UAW Celebrates Dr. King Holiday
by John Davis
On January 20, 2003, America will observe
the Dr. Martin Luther King, Jr. holiday. The holiday was passed into law
on November 02, 1983 with the first observation taking place on January
20, 1986. Since that time, the third Monday in January has been set aside
to remember Dr. King.
The United Auto Workers have long recognized the contributions
that Dr. King made to working class Americans. UAW President Walter
Reuther took to the streets marching many times with Dr. King. UAW members
across the country joined in the fight for civil rights, with Dr. King
at the helm.
Martin Luther King, Jr. was born January
15, 1929 in Atlanta, Georgia. The son of a minister and civil rights
activist, King found himself following a similar path as he grew into
a man. He completed his doctorate in systematic theology in 1955 from
Boston University.

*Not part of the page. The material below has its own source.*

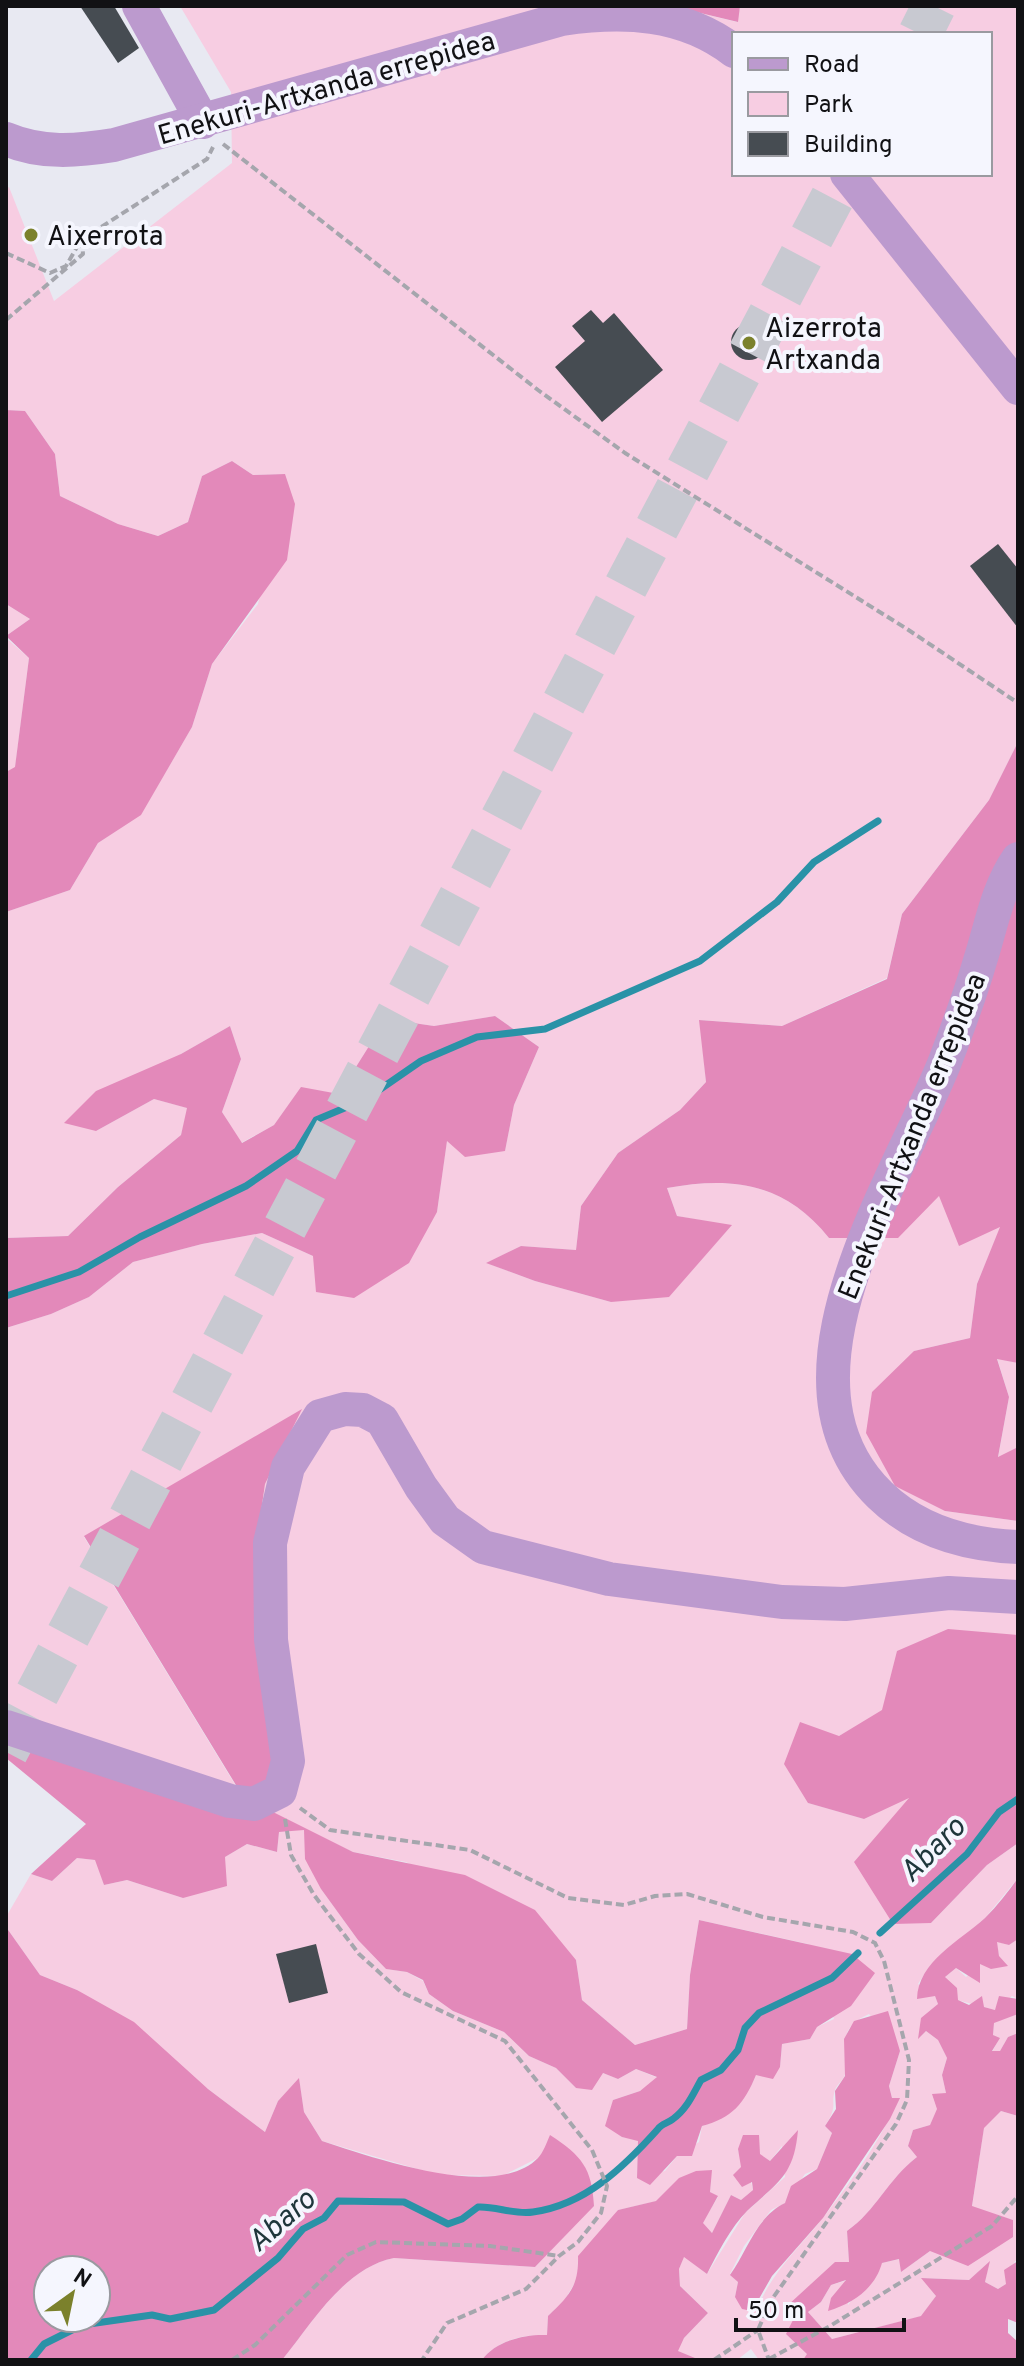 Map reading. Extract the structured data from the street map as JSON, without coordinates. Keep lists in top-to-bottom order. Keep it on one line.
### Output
{"streets":{"street":["Enekuri-Artxanda errepidea"]},"water":["Abaro"],"places":["Aixerrota","Aizerrota Artxanda"],"legend":["Road","Park","Building"],"scale_bar":"50 m","north":"top right"}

Rejecting offers of academic positions, King moved
to Montgomery, Alabama as Pastor of the Dexter Avenue Baptist Church.
In December of that year, he participated in the bus boycott of Montgomery
after Rosa Parks refused to obey the city's mandatory bus segregation
law. He was elected as President of the newly formed Montgomery Improvement
Association. As the bus boycott continued into 1956, Dr. King gained
national prominence for his speaking skills and courage.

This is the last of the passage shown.